И будет это глупо...

Вся жизнь впереди. И многое впереди. И мы нужны... Нужны России»...

— Хуан! О-гэ-гэ-гэ!.. Хуан! — крикнул Игрунька, и эхо от его голоса покатилось по лесу.

— Э-э-э! — высоко, как кричат турки, испанцы, как кричат на юге, отозвался Хуан и брякнул ружьем наизготовку. — Какой леший зовет меня? Э-э-э-э!

— Это я. El tenente Кусков!

— Э-э-э-э! Господин лейтенант! Напугали меня. Я стрелять мог... Э-э-э! Вот беда-то была бы! Пожалуйте, проходите.

Эхо перекликалось по лесу от их голосов. Сухая трава шуршала под ногами. Заскрипела лестница, погнулись доски веранды. Неубранная, на столе лежит шкура ягуара. Блестит краем в лунном лучи. Прекрасная, пушистая, мягкая. Игрунька знает, кому он подарит ее.

Ей... Любимой... Мае...

В маленькой каморке Игрунька при свете свечи считал песеты. Экономия из жалованья... Немного... Если разменять на доллары, будет и совсем мало.

Бурно колотилось сердце. Сознание только что избегнутой опасности туманило голову. Широкие планы роились в голове. Не беда, что мало денег... Можно наняться опять steward'ом или, в крайности, кочегаром.

Но только быть с ними.

С лейб-казаками... с чернобыльскими гусарами. Идти спасать Россию, восстановлять в ней закон и порядок, служить Родине и Государю, защищать православную веру.

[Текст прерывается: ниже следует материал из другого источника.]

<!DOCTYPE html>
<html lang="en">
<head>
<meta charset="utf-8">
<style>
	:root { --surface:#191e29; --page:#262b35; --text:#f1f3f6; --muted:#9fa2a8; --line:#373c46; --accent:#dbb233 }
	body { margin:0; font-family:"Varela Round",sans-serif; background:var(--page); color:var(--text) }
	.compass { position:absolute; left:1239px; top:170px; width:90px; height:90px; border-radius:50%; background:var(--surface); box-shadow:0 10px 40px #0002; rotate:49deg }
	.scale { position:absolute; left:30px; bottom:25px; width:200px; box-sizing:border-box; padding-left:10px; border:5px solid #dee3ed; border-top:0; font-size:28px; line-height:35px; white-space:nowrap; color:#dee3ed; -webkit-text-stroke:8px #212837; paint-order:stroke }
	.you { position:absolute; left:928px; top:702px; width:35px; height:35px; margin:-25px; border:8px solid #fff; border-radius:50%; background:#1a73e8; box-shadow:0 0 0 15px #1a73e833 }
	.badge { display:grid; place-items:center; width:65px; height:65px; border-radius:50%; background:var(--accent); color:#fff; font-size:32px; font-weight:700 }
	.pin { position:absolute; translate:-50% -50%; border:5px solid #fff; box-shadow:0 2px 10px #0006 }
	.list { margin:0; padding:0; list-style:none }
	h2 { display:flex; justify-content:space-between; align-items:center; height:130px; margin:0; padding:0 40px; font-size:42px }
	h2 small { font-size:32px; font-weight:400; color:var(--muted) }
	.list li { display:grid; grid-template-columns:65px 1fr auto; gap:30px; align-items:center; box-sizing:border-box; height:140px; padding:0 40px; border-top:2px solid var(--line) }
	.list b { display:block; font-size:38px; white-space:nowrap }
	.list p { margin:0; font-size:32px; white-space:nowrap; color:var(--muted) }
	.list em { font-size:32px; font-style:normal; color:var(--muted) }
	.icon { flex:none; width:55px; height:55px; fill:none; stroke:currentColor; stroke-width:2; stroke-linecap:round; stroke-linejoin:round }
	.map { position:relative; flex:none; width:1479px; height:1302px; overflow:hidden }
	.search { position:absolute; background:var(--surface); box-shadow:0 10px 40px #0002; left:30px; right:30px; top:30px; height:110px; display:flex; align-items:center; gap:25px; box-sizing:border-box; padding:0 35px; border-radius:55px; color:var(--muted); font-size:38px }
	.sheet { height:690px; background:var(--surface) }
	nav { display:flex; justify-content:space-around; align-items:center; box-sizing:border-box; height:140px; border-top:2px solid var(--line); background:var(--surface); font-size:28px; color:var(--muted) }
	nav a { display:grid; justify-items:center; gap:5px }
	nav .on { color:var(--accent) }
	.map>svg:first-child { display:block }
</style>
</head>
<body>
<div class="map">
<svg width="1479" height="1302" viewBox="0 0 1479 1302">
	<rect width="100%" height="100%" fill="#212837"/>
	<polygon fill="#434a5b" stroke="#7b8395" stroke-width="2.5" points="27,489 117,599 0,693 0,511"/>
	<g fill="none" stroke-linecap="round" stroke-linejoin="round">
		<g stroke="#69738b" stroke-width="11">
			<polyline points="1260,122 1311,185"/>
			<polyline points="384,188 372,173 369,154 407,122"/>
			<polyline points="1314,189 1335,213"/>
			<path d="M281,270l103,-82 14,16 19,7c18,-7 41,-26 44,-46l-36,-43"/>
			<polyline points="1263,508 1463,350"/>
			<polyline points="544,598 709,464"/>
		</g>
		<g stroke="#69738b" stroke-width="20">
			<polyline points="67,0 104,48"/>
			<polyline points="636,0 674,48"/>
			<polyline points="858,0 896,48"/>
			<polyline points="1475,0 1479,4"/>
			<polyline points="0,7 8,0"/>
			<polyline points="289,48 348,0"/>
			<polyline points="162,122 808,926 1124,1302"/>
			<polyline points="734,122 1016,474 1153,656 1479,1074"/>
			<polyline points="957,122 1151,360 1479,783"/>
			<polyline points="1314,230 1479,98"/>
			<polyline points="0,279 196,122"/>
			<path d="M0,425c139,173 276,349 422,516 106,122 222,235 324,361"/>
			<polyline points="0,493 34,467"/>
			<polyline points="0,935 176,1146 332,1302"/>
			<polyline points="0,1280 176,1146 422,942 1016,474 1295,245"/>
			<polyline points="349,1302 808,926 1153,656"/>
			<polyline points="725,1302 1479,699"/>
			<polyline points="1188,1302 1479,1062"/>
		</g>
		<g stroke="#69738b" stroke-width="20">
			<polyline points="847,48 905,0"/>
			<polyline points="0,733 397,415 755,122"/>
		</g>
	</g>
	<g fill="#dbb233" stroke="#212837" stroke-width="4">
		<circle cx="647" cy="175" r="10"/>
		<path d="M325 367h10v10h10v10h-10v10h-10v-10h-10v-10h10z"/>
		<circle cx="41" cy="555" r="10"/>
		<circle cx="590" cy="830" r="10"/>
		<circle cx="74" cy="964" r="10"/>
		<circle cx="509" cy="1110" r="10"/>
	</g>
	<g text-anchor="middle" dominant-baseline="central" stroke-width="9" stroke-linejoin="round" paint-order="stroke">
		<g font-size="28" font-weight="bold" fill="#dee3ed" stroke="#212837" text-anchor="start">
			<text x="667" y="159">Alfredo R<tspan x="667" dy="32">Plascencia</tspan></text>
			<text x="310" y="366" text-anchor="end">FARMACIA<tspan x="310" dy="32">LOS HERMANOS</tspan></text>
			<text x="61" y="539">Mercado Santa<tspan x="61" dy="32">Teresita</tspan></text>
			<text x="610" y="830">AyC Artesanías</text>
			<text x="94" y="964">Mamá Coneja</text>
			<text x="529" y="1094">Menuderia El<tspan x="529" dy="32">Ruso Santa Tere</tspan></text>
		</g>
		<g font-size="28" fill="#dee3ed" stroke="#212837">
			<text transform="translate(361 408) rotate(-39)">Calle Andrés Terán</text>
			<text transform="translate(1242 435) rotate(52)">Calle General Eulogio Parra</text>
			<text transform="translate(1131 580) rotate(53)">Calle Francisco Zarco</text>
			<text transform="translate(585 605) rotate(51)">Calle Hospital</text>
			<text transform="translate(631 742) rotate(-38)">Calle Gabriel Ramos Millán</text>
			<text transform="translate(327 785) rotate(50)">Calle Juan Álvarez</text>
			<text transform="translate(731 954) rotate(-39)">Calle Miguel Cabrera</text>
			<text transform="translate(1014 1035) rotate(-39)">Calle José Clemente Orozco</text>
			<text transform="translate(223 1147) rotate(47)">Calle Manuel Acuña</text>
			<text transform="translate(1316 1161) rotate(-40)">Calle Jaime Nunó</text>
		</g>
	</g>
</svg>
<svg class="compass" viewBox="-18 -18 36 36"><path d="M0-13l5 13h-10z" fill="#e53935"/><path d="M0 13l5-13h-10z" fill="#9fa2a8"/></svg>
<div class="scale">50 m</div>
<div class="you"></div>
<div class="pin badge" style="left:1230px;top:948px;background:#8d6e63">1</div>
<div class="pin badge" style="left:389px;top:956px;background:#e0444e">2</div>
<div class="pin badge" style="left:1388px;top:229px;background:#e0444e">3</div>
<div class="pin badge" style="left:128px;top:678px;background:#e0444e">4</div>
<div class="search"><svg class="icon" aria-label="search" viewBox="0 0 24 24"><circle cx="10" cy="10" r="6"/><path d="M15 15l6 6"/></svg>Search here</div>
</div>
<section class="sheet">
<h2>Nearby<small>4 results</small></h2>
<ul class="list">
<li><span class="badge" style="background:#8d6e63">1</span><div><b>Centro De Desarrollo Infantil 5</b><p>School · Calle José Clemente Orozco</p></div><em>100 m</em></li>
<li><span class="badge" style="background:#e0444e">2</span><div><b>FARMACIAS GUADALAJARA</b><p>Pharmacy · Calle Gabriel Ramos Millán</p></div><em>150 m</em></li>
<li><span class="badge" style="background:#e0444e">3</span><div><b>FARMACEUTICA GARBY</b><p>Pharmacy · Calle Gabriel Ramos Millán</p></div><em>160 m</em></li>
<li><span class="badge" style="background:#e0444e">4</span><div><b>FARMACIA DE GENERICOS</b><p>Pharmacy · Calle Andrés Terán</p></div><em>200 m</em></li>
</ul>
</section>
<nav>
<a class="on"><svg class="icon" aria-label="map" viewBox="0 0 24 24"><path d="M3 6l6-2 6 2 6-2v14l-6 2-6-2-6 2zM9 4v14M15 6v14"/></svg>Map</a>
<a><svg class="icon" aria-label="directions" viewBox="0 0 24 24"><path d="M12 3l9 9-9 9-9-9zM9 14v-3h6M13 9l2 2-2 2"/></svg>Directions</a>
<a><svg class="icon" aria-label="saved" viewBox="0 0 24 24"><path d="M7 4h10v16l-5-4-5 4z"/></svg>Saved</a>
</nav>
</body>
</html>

А потом создавать семью... Крепкую русскую семью, какой была их семья до того, как разрушила ее революция.

Тернистый путь прошли он и Мая, но они научились понимать жизнь, и они могут все простить во имя семьи и Родины.

И когда лег на жесткую койку Игрунька, в его сознании сладко трепетала мысль:

«El tenente Igor Kuskou ha sabido seguir el recto camino de honor».